### Task requirements
Return every line of the entries that includes the word "JSON".

### Data for review
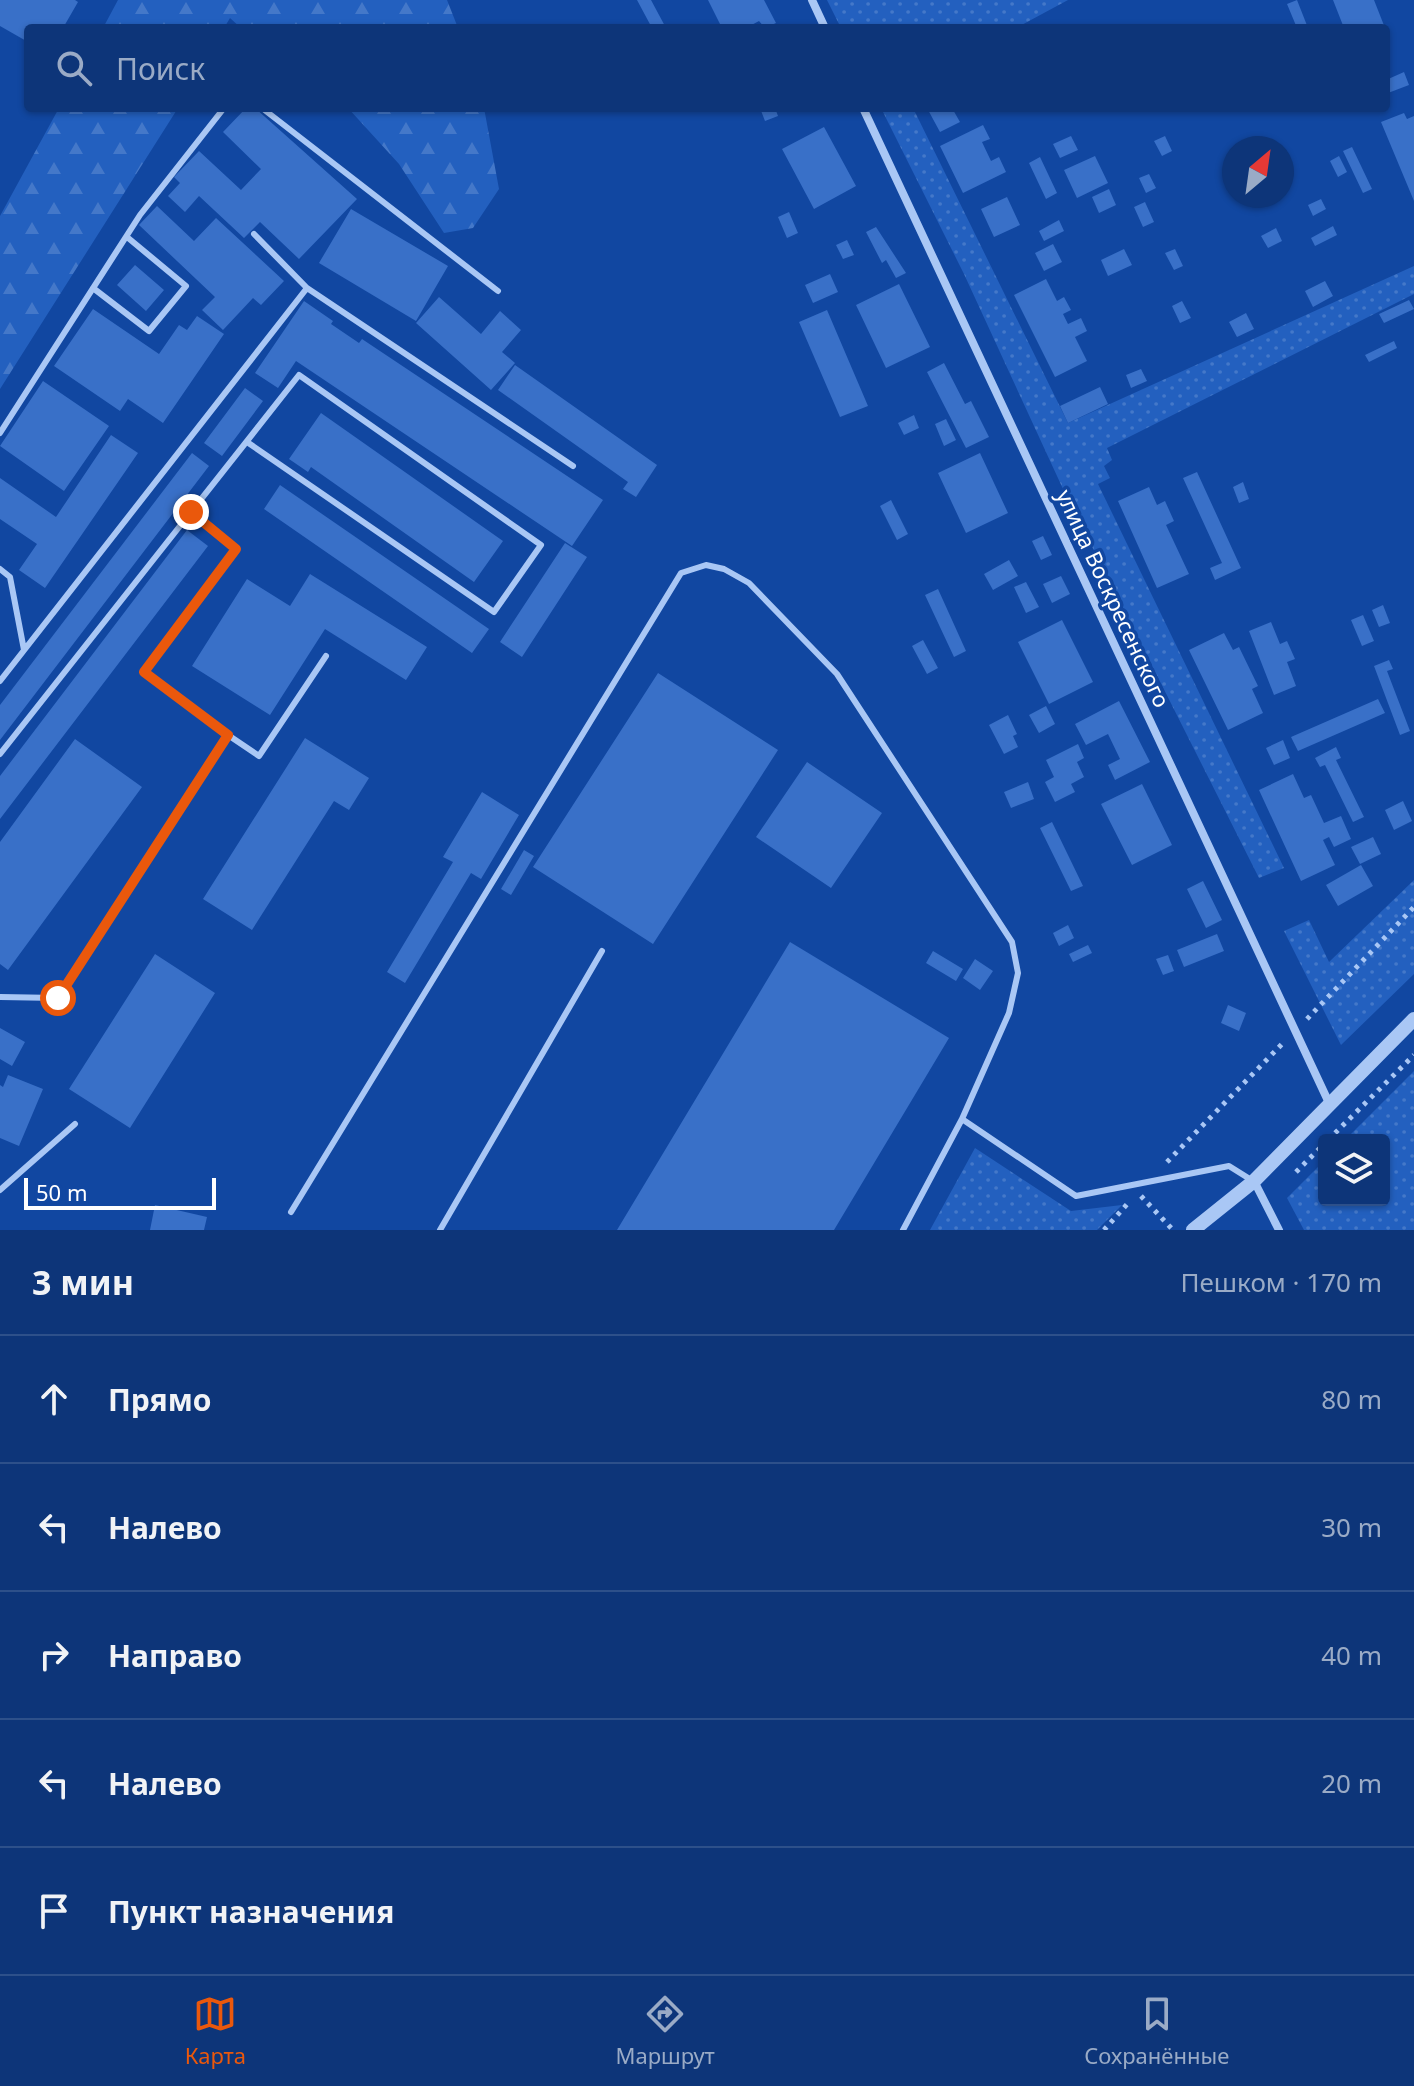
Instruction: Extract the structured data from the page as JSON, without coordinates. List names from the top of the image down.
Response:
* * *
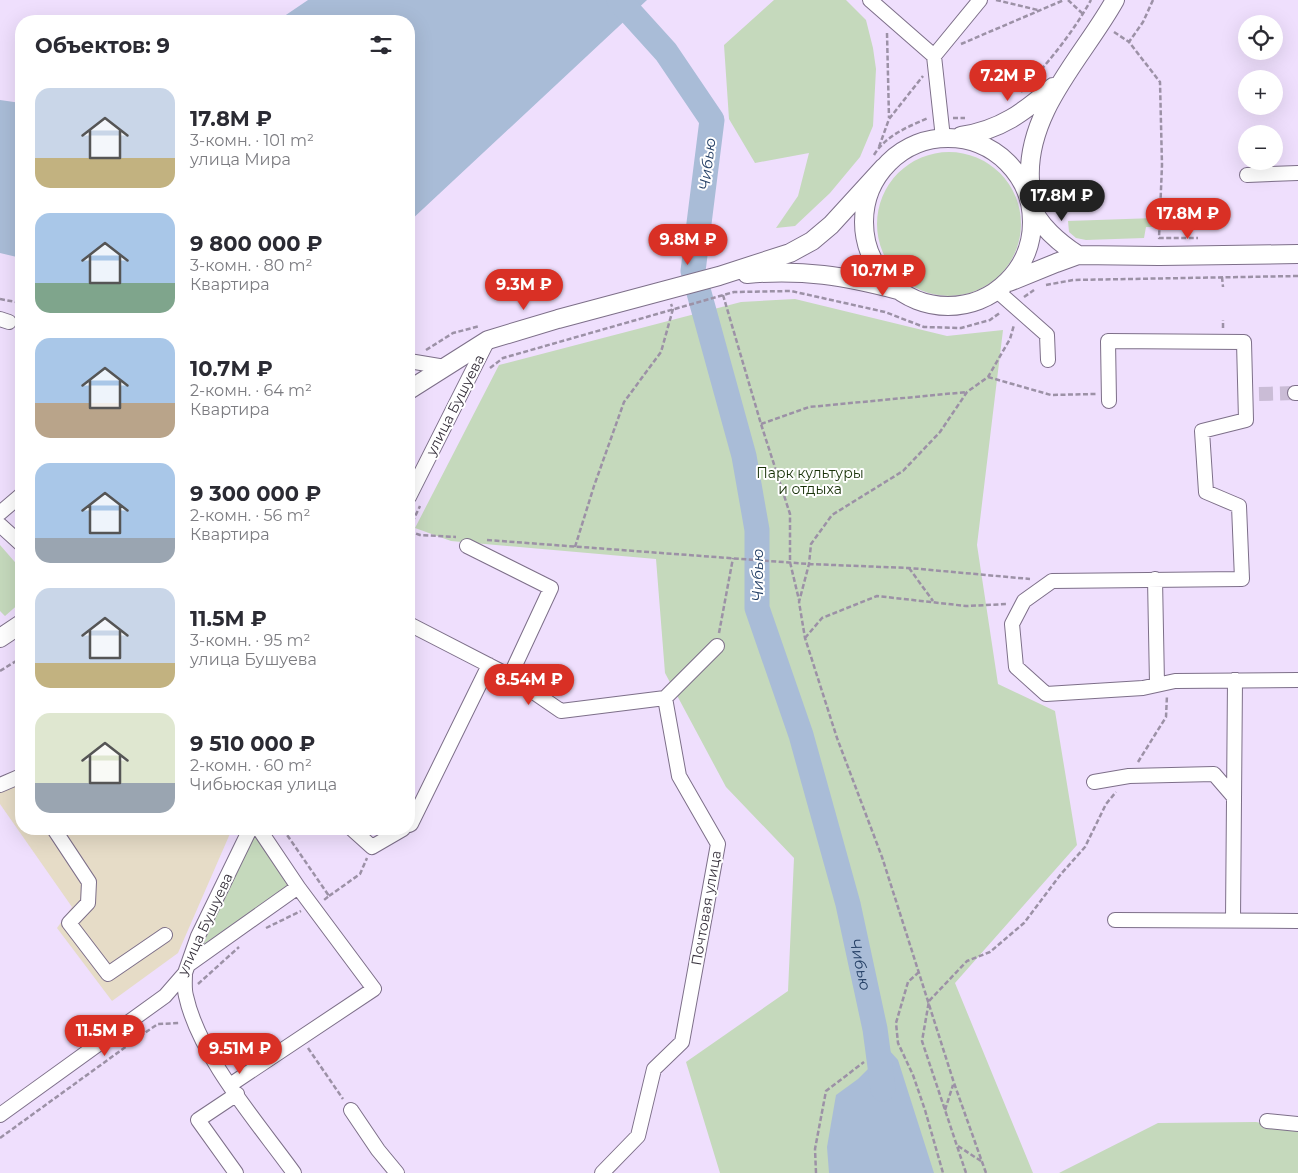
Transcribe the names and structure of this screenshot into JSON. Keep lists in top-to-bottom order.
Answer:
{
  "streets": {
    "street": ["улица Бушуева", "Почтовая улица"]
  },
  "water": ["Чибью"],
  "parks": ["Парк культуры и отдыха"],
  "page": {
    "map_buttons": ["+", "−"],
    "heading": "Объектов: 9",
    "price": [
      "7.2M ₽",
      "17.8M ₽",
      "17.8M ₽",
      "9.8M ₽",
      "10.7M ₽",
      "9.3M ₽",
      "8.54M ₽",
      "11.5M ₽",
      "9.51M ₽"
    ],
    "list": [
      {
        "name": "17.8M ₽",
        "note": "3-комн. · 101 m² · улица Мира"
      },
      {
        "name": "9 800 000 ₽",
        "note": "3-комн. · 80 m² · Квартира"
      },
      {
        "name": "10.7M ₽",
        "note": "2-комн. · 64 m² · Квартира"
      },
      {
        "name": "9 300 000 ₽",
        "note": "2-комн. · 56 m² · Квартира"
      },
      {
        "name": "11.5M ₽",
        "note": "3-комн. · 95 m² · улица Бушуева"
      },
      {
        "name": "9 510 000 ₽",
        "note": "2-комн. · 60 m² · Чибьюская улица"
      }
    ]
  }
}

### Finished task
Instruction: Extract the structured data from the page as JSON, without coordinates. List names from the top of the image down.
Transcribe the names and structure of this screenshot into JSON. Keep lists in top-to-bottom order.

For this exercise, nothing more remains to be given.